For instance: I am using the DMD compiler on a Mac, and it seems the compiler 
has a horrendous command line usage. Just type 'dmd
-h' and observe:

- Some option names are single characters and some are full words. Quality 
tooling will support a short and a long option for most of
these.
- Some options have values separated from the option names via '=' some via 
*nothing*. The latter is just unacceptable. Look at this:
-offilename. First of all, you better list this as -of<file-name> so that one 
can understand where the option name ends. Second, not
allowing space or requiring = after the option name is messy and looks 
unprofessional.
- All options start with '-', yet the help option starts with '--'.
- Option description text seems to be left aligned, yet there are 3 exceptions

The error reporting has issues as well. I noticed that the compiler leaks low 
level errors to the user. If you forget to add a main to your
app or misspell it, you get errors like:
====
Undefined symbols:
  "__Dmain", referenced from:
      _D2rt6dmain24mainUiPPaZi7runMainMFZv in libphobos2.a(dmain2_513_1a5.o)
====
I mean, wow, this should really be handled better.

Another annoyance, for me anyway, is that the DMD compiler outputs the .o files 
without the package directory hierarchy. I like to
organize my code as 'src/my/package/module.d'. And I want to set my output 
directory to 'lib' and get 'lib/my/package/module.o'.
But DMD generates 'lib/module.o'. I setup my project to build each .d file into 
a .o file as a separate step. I don't even know if this is
the desired setup. But that seems to be the way to make it incremental. I 
couldn't find any definitive information on this in the DMD
compiler web page. It says:
"dmd can build an executable much faster if as many of the source files as 
possible are put on the command line.

Another advantage to putting multiple source files on the same invocation of 
dmd is that dmd will be able to do some level of cross-
module optimizations, such as function inlining across modules."

Yes, but what happens when I have a project with million lines of code? Is the 
suggestion to recompile it every time a file changes?

I am sure there are various other warts about tooling and I know Walter and co. 
are working on more important stuff like 64-bit
support, etc. However, if D wants to be successful it needs to excel in all 
dimensions. I am sure there are people who are willing to
improve little things like these that make a difference.

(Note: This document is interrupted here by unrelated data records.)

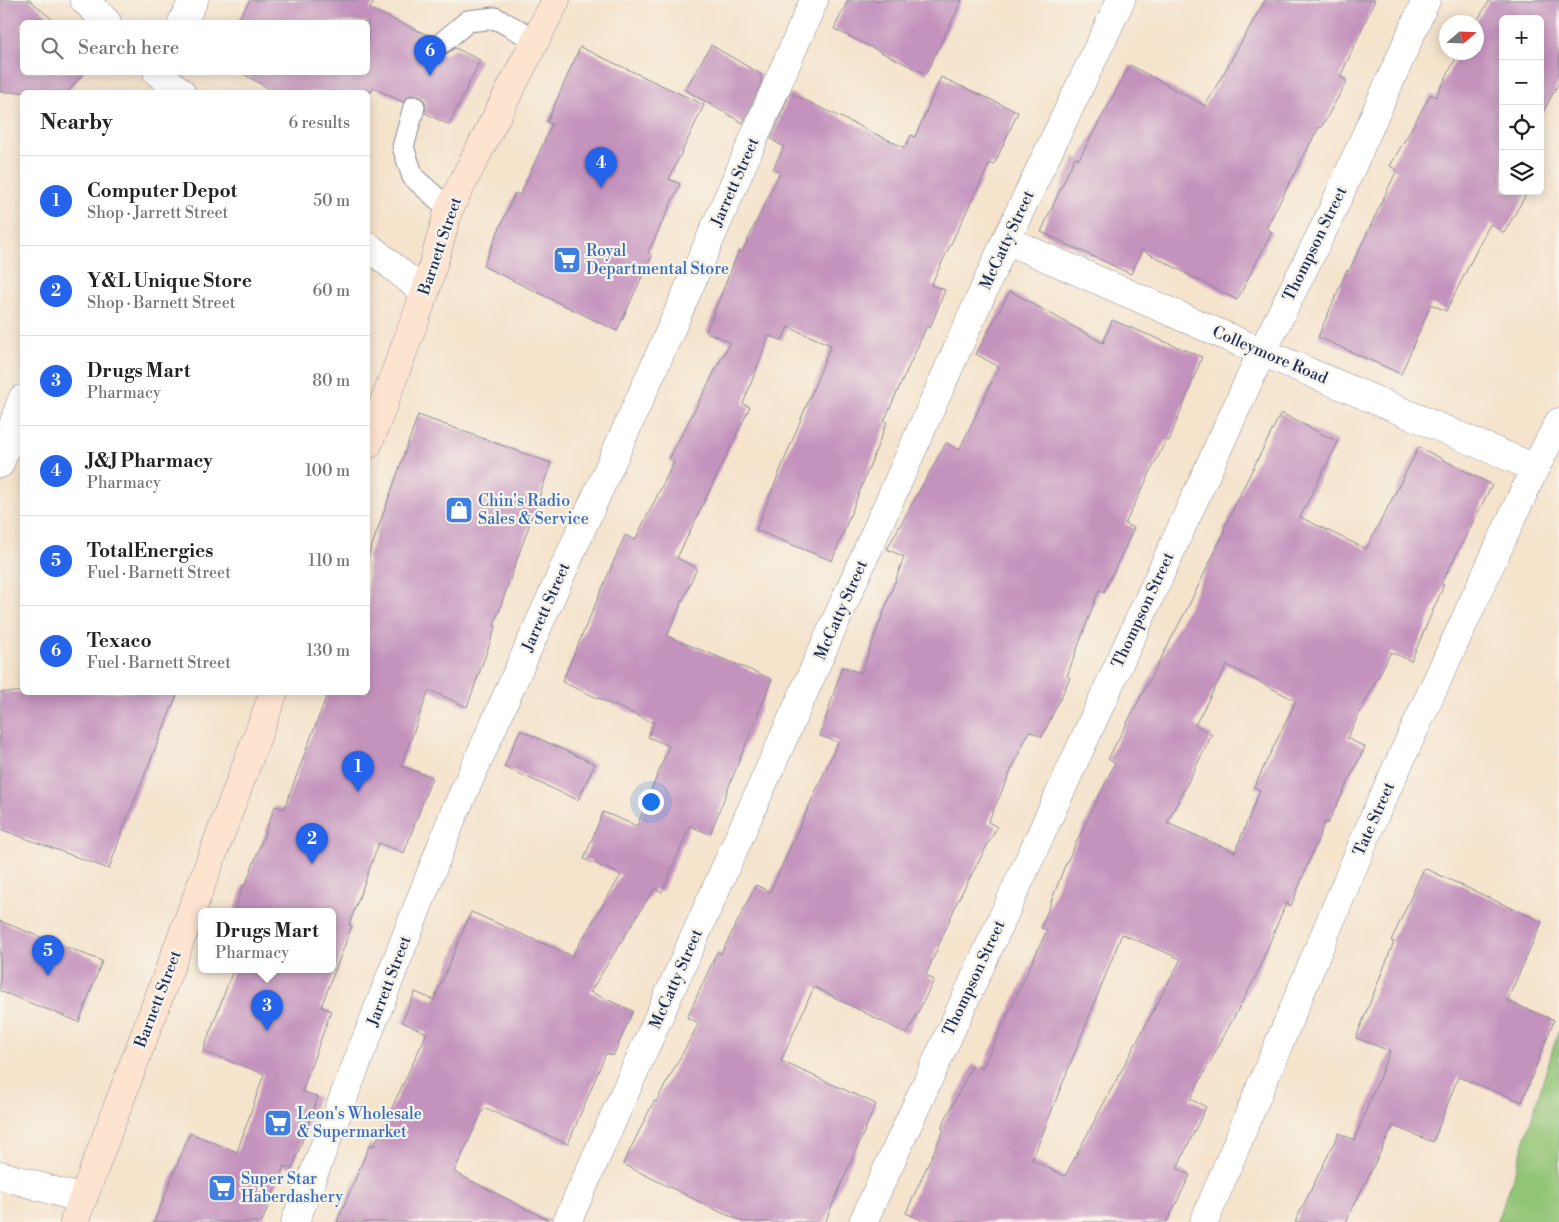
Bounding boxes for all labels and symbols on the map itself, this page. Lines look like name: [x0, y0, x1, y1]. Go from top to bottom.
north arrow: [1439, 15, 1484, 60]
pin: 6: [414, 35, 446, 76]
street label: Jarrett Street: [706, 134, 764, 230]
pin: 4: [585, 147, 617, 188]
street label: Thompson Street: [1279, 183, 1352, 305]
street label: McCatty Street: [975, 187, 1039, 293]
street label: Barnett Street: [414, 194, 466, 299]
place label: Royal Departmental Store: [586, 241, 729, 279]
supermarket icon: Royal Departmental Store: [552, 245, 582, 275]
street label: Colleymore Road: [1209, 322, 1331, 388]
place label: Chin's Radio Sales & Service: [478, 491, 589, 529]
shop icon: Chin's Radio Sales & Service: [444, 495, 474, 525]
street label: Thompson Street: [1108, 549, 1179, 671]
street label: McCatty Street: [810, 557, 872, 663]
street label: Jarrett Street: [517, 559, 575, 655]
pin: 1: [342, 751, 374, 792]
street label: Tate Street: [1349, 779, 1399, 859]
your location: [638, 789, 664, 815]
pin: 2: [296, 823, 328, 864]
street label: Thompson Street: [939, 917, 1010, 1039]
street label: McCatty Street: [645, 926, 707, 1032]
street label: Jarrett Street: [362, 933, 415, 1030]
pin: 5: [32, 935, 64, 976]
street label: Barnett Street: [130, 947, 186, 1051]
pin: 3: [251, 990, 283, 1031]
place label: Leon's Wholesale & Supermarket: [297, 1104, 422, 1142]
supermarket icon: Leon's Wholesale & Supermarket: [263, 1108, 293, 1138]
place label: Super Star Haberdashery: [241, 1169, 343, 1207]
supermarket icon: Super Star Haberdashery: [207, 1173, 237, 1203]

IMO, despite all the innovations the D project brings, the lack of pretty 
packaging and presentation is hurting it. I have observed
changes for the better lately. Such as the TDPL book, the github move, the new 
web page (honestly, the digitalmars page was and still
is a liability for D), and may be a new web forum interface(?).

I apologize for sounding critical at times. I do appreciate all the great work 
that is going into D. I want to see it succeed.